仕事を終え、エリナとジェイク邸に戻ったものの、わたし宛の手紙など届いていなかった。
セリアン様からのお返事はなかったのだ。
覚悟していたはずだったのに、その事実は想像以上にわたしの心にショックを与えてしまったらしい。
なにか事情があるのだろう。そう自分に言い聞かせても、気持ちは晴れない。
夕食の席でもぼんやりとしていたわたしをエリナは「明日になればきっと」と励ましてくれたが、それにもうまく答えを返すことができなかった。
就寝の身支度をすませふらふらとベッドに倒れこんだところで涙があふれ、そのまま泣き疲れて眠ってしまった。
きっと仕事の疲れがなければ泣きつづけるばかりで、寝つくこともできなかっただろう。
泣きはらした目には朝の光がまぶしすぎて目を細める。
気持ちを切り替えなければ。自分を叱咤するけれど、手足が鉛のように重い。
エリナがつけてくれた侍女に手伝ってもらいながらのそのそと着替えをすませ、鏡をのぞきこんだ。
ぶあつい眼鏡はこういうときに役に立つ。
必要以上に目元を隠してくれるレンズ越しには、充血した目もわからない。
「大丈夫。セリアン様はきっとお返事をくださるわ」
鏡の自分にむかって、にこりと笑う。
あいかわらず平凡以下のなんともいえない容姿だけれど、内心の動揺は悟られないはずだ。
……と思ったのに、エリナにはあっさりと見抜かれてしまった。
「今日は大切な用事もないわ、家でゆっくり休んでいても……」
「いいえ、泊めてもらうだけでもありがたいことなんだもの、お返しができるならきちんとしたいの」
「クロウディアは真面目なんだから」
眉を寄せるエリナに苦笑いを返し、わたしはもう半分の本音を告げた。
「なにかしていたほうが気がまぎれるのよ」
家にいれば、一日中セリアン様からの手紙を待ち焦がれて気が急いてしまうだろう。

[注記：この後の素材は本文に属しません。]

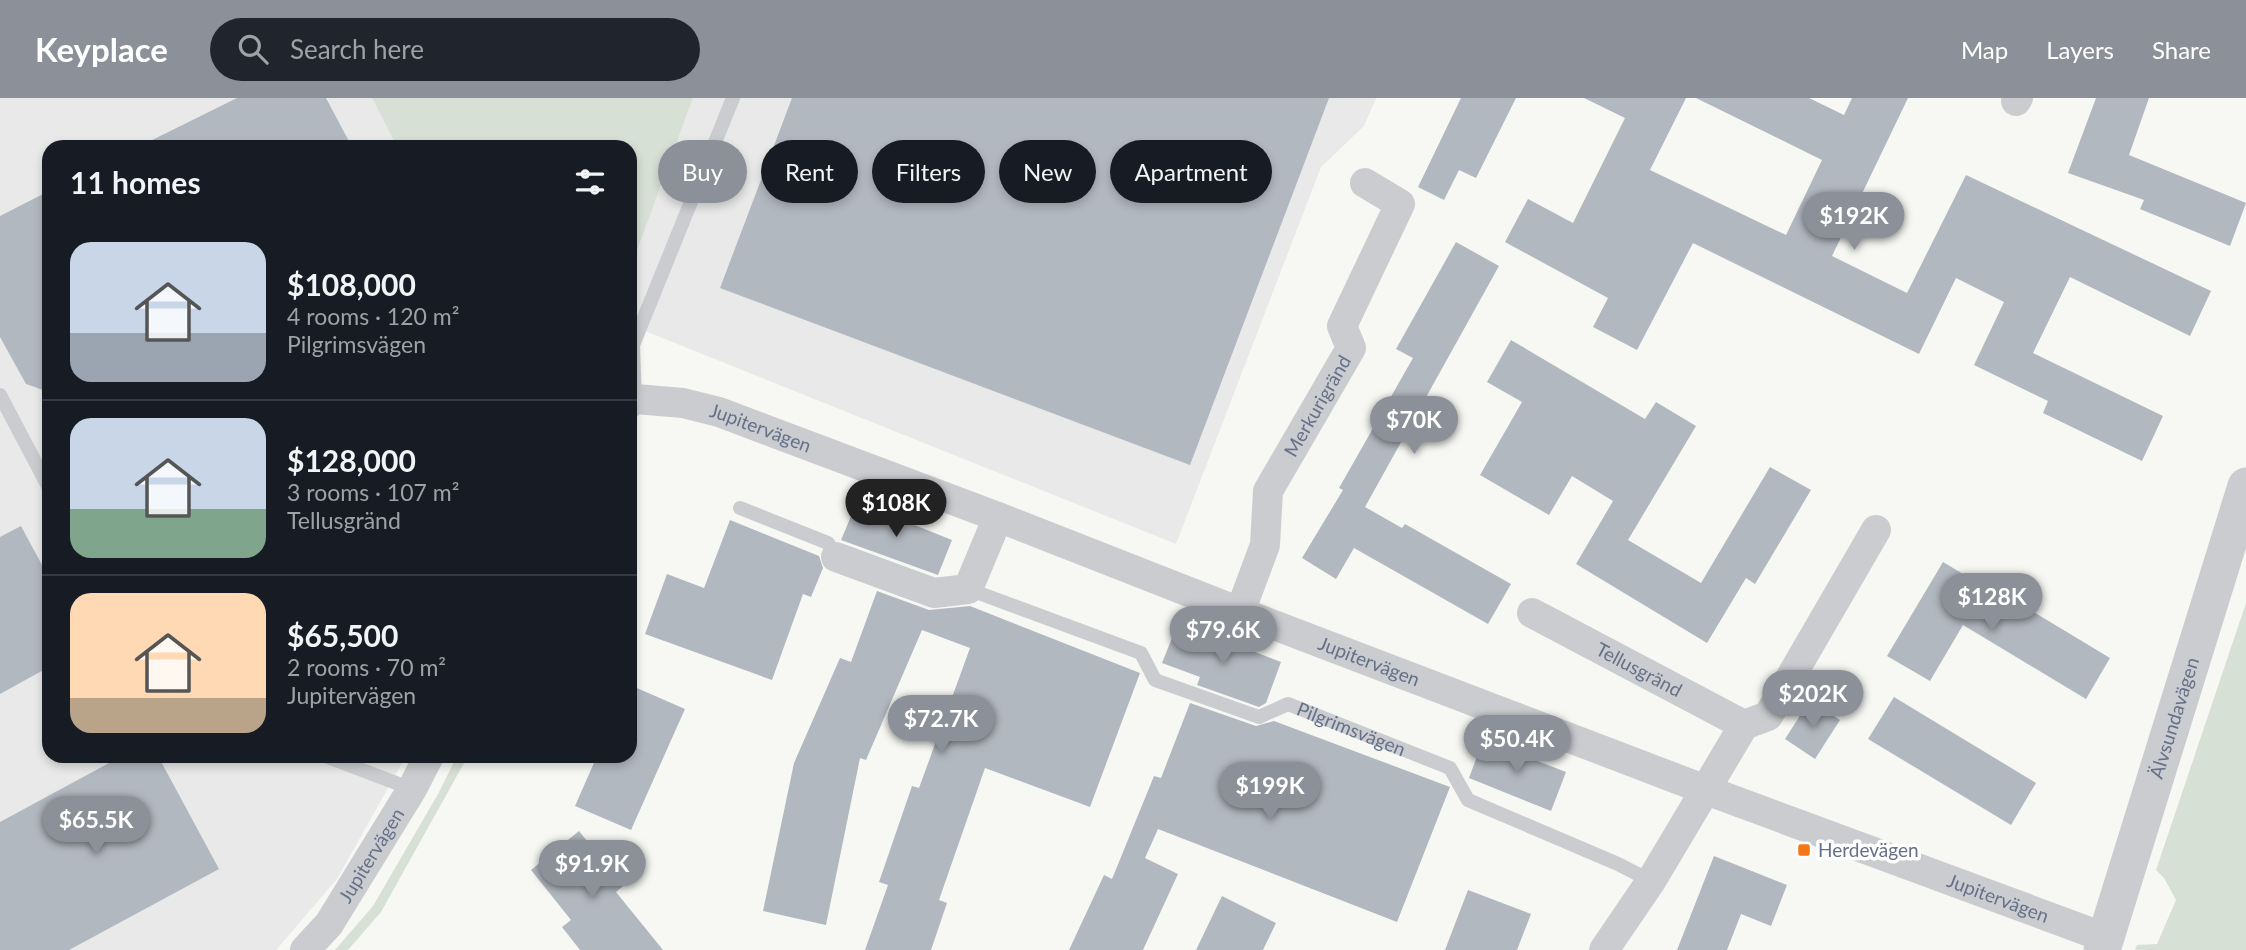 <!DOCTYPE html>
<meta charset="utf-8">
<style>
:root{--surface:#171b24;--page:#20242c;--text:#f1f3f6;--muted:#9ea1a6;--line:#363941;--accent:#8c9099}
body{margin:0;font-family:Lato,sans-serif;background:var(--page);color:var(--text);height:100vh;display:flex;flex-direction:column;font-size:26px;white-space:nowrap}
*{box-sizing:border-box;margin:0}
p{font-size:23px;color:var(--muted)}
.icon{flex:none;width:38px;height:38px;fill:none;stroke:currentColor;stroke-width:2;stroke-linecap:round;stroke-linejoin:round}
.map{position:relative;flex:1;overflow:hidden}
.side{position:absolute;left:42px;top:42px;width:595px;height:623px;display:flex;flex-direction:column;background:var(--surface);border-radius:21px;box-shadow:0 4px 10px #0003}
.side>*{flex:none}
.top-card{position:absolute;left:658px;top:42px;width:665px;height:63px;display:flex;gap:14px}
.price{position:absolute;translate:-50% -60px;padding:0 16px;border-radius:24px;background:var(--accent);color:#fff;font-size:23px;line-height:46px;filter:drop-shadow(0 2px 4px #0008)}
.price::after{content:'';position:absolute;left:50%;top:42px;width:21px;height:16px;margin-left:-10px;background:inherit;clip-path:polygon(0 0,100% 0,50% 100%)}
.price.active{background:#222;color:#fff}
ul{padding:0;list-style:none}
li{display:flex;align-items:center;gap:21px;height:175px;padding:0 28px}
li+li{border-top:2px solid var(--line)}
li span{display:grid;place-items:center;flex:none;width:196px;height:140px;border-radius:21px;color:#555}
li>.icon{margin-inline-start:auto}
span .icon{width:84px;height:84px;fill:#fffc;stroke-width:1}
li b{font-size:30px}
h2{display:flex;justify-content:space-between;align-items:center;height:84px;padding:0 28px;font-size:30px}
.chip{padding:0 24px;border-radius:32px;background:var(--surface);box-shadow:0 4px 10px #0003;font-size:24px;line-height:63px}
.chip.active{background:var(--accent);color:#fff}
header{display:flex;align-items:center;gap:42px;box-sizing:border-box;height:98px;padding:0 35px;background:var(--accent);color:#fff}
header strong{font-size:33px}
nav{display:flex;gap:38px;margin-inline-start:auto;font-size:24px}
.search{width:490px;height:63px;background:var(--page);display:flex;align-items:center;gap:18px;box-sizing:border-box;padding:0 24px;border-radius:38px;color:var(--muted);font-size:26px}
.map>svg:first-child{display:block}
.built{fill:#e8e9e8}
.green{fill:#d7e0d5}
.building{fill:#b2b8c0}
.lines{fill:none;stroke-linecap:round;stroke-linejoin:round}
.service{stroke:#caccd0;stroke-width:14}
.minor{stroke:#caccd0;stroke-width:30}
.tertiary{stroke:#caccd0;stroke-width:37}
.poi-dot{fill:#f57617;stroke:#fff;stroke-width:2.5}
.labels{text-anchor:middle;stroke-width:7;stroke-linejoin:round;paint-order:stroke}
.street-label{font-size:19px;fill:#647189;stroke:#fff}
.poi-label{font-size:19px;fill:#647189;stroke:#fff;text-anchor:start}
</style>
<header>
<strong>Keyplace</strong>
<div class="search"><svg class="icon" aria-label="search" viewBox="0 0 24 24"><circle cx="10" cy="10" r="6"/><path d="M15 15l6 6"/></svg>Search here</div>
<nav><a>Map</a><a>Layers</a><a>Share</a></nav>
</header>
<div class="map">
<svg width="2246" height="852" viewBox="0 0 2246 852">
<rect width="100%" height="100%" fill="#f7f8f4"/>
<path class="built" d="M0 0H372L397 49H49V658H406L337 781 276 852H0Z
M693 0H1376L1364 28 1321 69 1176 446 630 227V172Z"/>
<path class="green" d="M372 0H693L630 172V49H397Z
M2246 505V852H2135L2137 847 2157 846 2176 802 2164 780 2156 772Z
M457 658H468L381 814 348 852H335L373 808 438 696Z"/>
<path class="building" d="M237 0H326L352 49H138Z
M792 0H1329L1190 367 720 190Z
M1461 0H1516L1476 80 1459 72 1444 102 1418 89Z
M1584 0H1686L1650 72 1786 137 1822 62 1696 0H1809L1844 17 1852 0H1908L1832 158 1907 195 1966 77 2211 193 2190 238 2070 179 2033 255 2163 318 2142 363 2043 315 2048 303 1974 267 2004 204 1956 180 1919 256 1693 145 1637 252 1593 229 1608 200 1505 144 1528 101 1573 125 1625 20Z
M2096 0H2149L2129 57 2246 105 2230 148 2140 111 2144 102 2068 75Z
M49 93V294L26 286 0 239V118Z
M1456 144 1499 168 1365 409 1402 430 1405 426 1511 486 1488 526 1354 450 1336 481 1302 460 1343 392 1339 390 1413 260 1396 251Z
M1511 242 1645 321 1656 304 1696 328 1628 442 1701 485 1770 369 1811 392 1755 486 1746 480 1707 545 1576 466 1613 403 1572 378 1549 417 1480 377 1522 304 1487 284Z
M857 404 952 442 938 477 841 442Z
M730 422 819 458 823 470 811 499 803 496 772 582 645 536 667 476 704 490Z
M21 428 49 480V569L0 596V439Z
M1943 464 2015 507 2017 504 2110 560 2086 601 1963 527 1930 583 1887 558Z
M877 493 929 512 970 508 1140 575 1090 709 985 670 939 802 947 805 931 852H865L888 787 879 784 912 688 919 690 970 550 922 532 866 662 860 660 826 827 763 813 794 665 840 560 851 564Z
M1178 525 1281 564 1266 605 1259 609 1197 587 1200 579 1162 565Z
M630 587 685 611 631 732 575 708 597 658H630Z
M1894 599 2036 685 2011 727 1868 641Z
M1810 602 1840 622 1815 661 1785 641Z
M1190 605 1256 628 1274 623 1450 689 1397 824 1158 731 1145 760 1178 776 1143 852H1069L1104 777 1112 781 1154 678 1161 680Z
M1483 642 1566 674 1551 713 1469 680Z
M122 658H158L219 771 69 852H0V724Z
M579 733 623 788 616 794 663 852H580L562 829 571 822 531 772Z
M1714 758 1787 787 1771 828 1741 816 1727 852H1677Z
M1468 792 1531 816 1517 852H1445Z
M1222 798 1276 825 1263 852H1196Z"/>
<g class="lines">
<g class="service">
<path d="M0 297 49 390"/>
<path d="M635 301 633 247 733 0"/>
<path d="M740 410 828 445 836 459"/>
<path id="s1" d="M968 491 1141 555 1155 582 1259 619 1288 606 1450 670 1468 702 1618 766 1651 783"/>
<path d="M325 658 412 691"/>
</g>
<g class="minor">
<path d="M2016 3 2018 0"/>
<path id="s2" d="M630 305 635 301 683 305 719 314 998 419 1240 514 1706 692 2106 840"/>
<path d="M836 459 934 495 968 491 998 419"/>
<path id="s3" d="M1240 514 1265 447 1268 393 1351 250 1342 228 1400 106 1365 85"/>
<path id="s4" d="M1532 515 1744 627"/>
<path id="s5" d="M305 852 329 826 412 691 429 658"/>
<path d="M1604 852 1651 783 1744 627 1768 618 1876 432"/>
</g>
<path class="tertiary" id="s6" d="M2102 852 2246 388"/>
</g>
<rect class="poi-dot" x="1797" y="745" width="14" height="14" rx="3.5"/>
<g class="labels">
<g class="street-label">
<text dy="7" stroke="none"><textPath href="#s3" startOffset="224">Merkurigränd</textPath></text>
<text dy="7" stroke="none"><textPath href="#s2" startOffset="136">Jupitervägen</textPath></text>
<text dy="7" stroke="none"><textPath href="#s2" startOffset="788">Jupitervägen</textPath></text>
<text dy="7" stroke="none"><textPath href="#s4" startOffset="121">Tellusgränd</textPath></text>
<text dy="7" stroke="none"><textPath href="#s6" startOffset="243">Älvsundavägen</textPath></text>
<text dy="7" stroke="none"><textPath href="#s1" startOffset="425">Pilgrimsvägen</textPath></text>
<text dy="7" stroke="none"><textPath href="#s5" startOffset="116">Jupitervägen</textPath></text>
<text dy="7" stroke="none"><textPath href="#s2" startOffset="1460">Jupitervägen</textPath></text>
</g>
<g class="poi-label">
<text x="1818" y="759">Herdevägen</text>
</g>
</g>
</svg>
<b class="price" style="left:1854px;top:154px">$192K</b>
<b class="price" style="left:1414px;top:358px">$70K</b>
<b class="price active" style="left:896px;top:441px">$108K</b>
<b class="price" style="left:1992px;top:535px">$128K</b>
<b class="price" style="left:1223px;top:568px">$79.6K</b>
<b class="price" style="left:1813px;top:632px">$202K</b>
<b class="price" style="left:941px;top:657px">$72.7K</b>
<b class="price" style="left:1517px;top:677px">$50.4K</b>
<b class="price" style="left:1270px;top:724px">$199K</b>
<b class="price" style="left:96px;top:758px">$65.5K</b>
<b class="price" style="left:592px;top:802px">$91.9K</b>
<div class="top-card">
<a class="chip active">Buy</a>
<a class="chip">Rent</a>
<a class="chip">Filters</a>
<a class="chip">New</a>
<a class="chip">Apartment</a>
</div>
<section class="side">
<h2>11 homes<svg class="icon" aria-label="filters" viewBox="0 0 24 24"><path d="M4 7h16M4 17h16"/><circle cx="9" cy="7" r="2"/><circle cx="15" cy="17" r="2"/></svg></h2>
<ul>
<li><span style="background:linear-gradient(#c9d6e8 65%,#9aa5b1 0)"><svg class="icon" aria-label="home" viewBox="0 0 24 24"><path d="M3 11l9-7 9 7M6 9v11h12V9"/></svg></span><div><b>$108,000</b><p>4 rooms · 120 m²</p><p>Pilgrimsvägen</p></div></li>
<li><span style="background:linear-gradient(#c9d6e8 65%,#7fa58c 0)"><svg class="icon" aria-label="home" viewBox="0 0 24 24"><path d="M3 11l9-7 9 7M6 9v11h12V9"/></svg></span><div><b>$128,000</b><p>3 rooms · 107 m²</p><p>Tellusgränd</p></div></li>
<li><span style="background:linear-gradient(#ffd9b3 75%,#b9a48a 0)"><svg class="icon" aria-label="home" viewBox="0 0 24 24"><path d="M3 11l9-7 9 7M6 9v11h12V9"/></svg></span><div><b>$65,500</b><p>2 rooms · 70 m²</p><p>Jupitervägen</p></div></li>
</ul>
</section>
</div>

それよりはカラディア商会で別のことを考えていたほうが気が楽だ。
「セリアン様はお返事をくださらないような方ではないわ。きっとなにかご事情があってまだわたしからの手紙を読まれていないか、お返事を書くだけの時間がとれないの」
昨夜何度も自分に言い聞かせたことを、エリナにも言う。
エリナはしばらく黙りこんでいたが、やがて肩をすくめるとため息をついた。
「……わかったわ。なら、たくさん働いてもらうんだからね!」
「ありがとう、エリナ」
「お礼を言うのはわたしのほうよ」
にっこりと心からの笑顔を浮かべるエリナに、わたしも笑顔を返すことができた。
***
昼前に訪れたカラディア商会は、それまで以上の盛況を見せていた。
公爵令嬢であるレベッカ様が新しいドレスを仕立てたという話が、早くも王都の流行に敏感な方々に伝わったらしい。
自分もドレスを仕立てたいというご令嬢方が個室に呼ばれるのを待って展示室にまであふれ、部屋はさながらダンスホールと化していた。
「これは……クロウディアに来てもらってよかったわね」
「が、がんばるわ。レベッカ様にも、お褒めいただいたし……」
煌びやかな空間に思わず眩暈がしそうになるものの、なんとか気合を入れて立つ。
昨日のレベッカ様とのやりとりはわたしにも自信をくれた。
ドレスの流行やデザインはわからないけれど、お客様のイメージを聞き、それにあう布を提案したり、ワンポイントの装飾品をおすすめしたりすることはできる。
レベッカ様からは、「わたくしが仕立てたドレスの詳細をほかの方にお話ししてもよろしくてよ」という許可をいただいている。
「こうなることがわかっていたのね……」
レベッカ様も、セリアン様も、幼いころから人に注目される生活を送っていらしたのだろう。
やはりわたしとは違う世界に生きてきた人たちだ。
でも、だからといって逃げてばかりではだめだ。
歩みよってくださっているのだから、わたしも努力をしなくては。
そのためにもまず自分にできることを。
「行きましょう、エリナ」
「えぇ!」
わたしの言葉にエリナがうなずく。
ノックに応答をもらったわたしたちは意気揚々と個室のドアを開け――、
「本日はようこそお越しくださいました、――……」
固まった。
採寸を終え、楽しげに生地やカタログをのぞいていた三人のご令嬢方。
そのうちの一人の胸には、七宝のペンダントが揺れる。
ウィナ・サーマン様、マリー・シャイム様、ユイーズ・ブロンテ様。
部屋にいたのは、レベッカ様のお茶会でわたしに陰口をぶつけ、さらには宝の山を贈ってくださった、ご友人たちだった。